Mr Johnson said the main driver behind the price had been expectations of a small United States crop.

“That came to fruition in last week’s USDA WASDE report which dropped the crop in the US below 15Mb. That was a bigger cut than people had expected the USDA to make, but it fell in line with where commercial estimates are,” he said.

Mr Johnson said the factor at play in the market at the moment was that demand was really strong.

“There appears to be some expectation from the retail and wholesale sector that by the time we move into the Northern Hemisphere spring the worst of the COVID pandemic will be behind them and the vaccine rollouts will be taking effect,” he said.

“Over the last 12 months, the fashion stores and retail chains purged their inventories, so they have nothing left. The weavers and spinners have done the same, so they are sitting on very tight inventories.

“All of a sudden we are starting to see demand come back from the wholesalers and retailers. The spinners don’t have the yarn inventory to supply that and at the same time they have to bring capacity back on line, so yarn prices have risen dramatically – probably a 15 per cent kick in yarn values since Christmas.

“That means the spinning margin can support a higher raw cotton price, so we are seeing good strong demand coming through. If COVID persists it can turn everything south again, but it looks good at the moment.”

Mr Johnson said the overall price strength across other commodities such as corn, soybean and wheat could impact the area planted to cotton.

“The cotton price hasn’t risen as much as the corn and soybean price, so there is real concern now that cotton will start to lose area in the Northern Hemisphere,” he said.

Room for more rain

Cotton Australia CEO Adam Kay said lack of rain and water to irrigate at planting time had limited the size of the crop now in the ground, and early summer rain saw some additional area in Queensland go in.

“We’re well planted and up and away,” Mr Kay said.

“We’re hoping for 2.3Mb; that’s half a normal crop, and most people have got enough water to get their crop through.”

Big inflows in recent months for storages in southern New South Wales have its irrigators in an enviable position compared with growers in central and northern NSW, and in most of southern and Central Queensland (CQ).

“Southern NSW is on full allocation, and other regions are better than they were, but everyone would love a flow down the Condamine River to St George and Dirranbandi.

CQ first to pick

In CQ, CSD agronomist Stewart Brotherton said early planted crops will be picked from mid-February through to April.
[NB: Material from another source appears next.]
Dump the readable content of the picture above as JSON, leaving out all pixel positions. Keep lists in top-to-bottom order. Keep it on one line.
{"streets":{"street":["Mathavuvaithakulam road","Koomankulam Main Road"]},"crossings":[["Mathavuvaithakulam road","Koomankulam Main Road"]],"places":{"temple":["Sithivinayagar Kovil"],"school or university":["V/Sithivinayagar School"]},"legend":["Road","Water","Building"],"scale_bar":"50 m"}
“Growers planted a limited amount, and some was walked away from because they ran short of irrigations.

“Some people have planted later, and only had 40-60 millimetres over the Christmas-New Year, so they’ve had late emergence.”

CQ normally starts planting in early August, and plants the later crop in November.
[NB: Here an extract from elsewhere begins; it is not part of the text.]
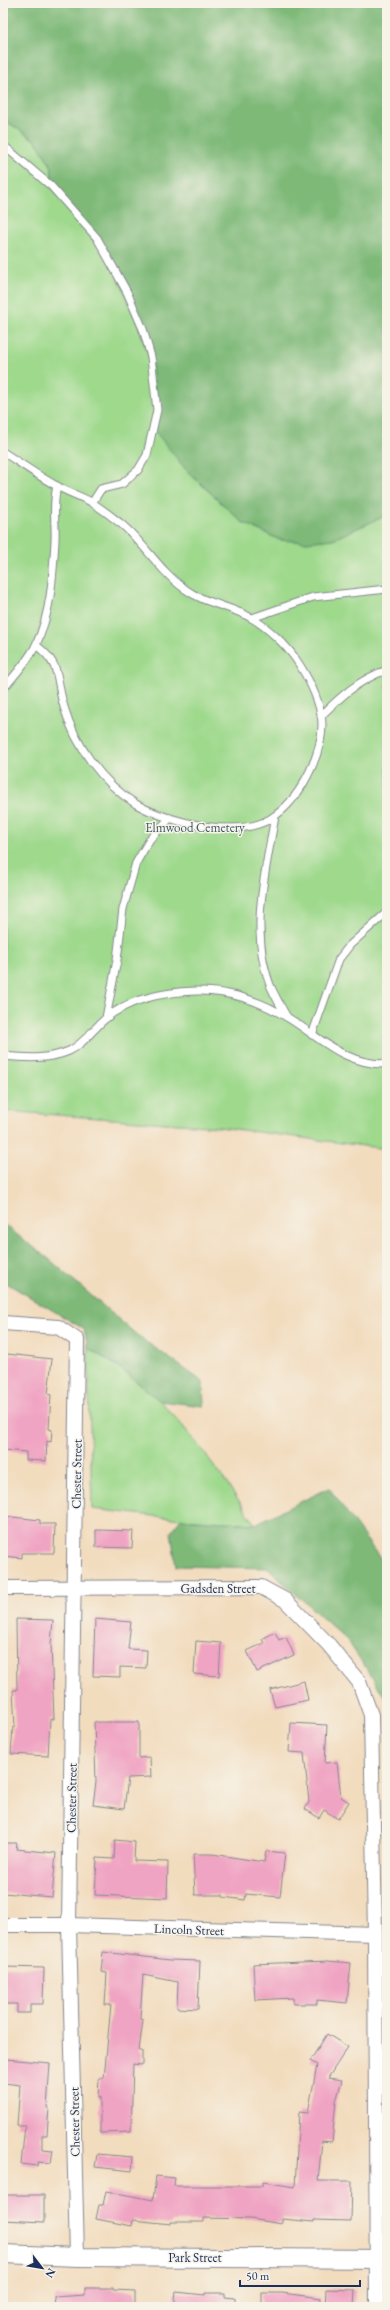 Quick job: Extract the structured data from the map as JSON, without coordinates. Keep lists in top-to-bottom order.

“This year, there was a general spread to limit risk and play the weather in the hope of getting rain.”

Mr Brotherton said early planted crops should yield well, but results from later crops would be mixed.

“It’s probably the middle or the later crops that will need rain.

The Emerald region of CQ can plant up to 23,000 hectares when water for irrigation is plentiful.

However, only around 3500ha is currently in the ground.

Emerald has two gins which are usually the first to open for the season.

They are both expected to operate this year, but for a shorter period than normal due to the small crop size.

South-east of Emerald in the Dawson-Callide region, a better water situation has allowed a full plant of around 4500ha.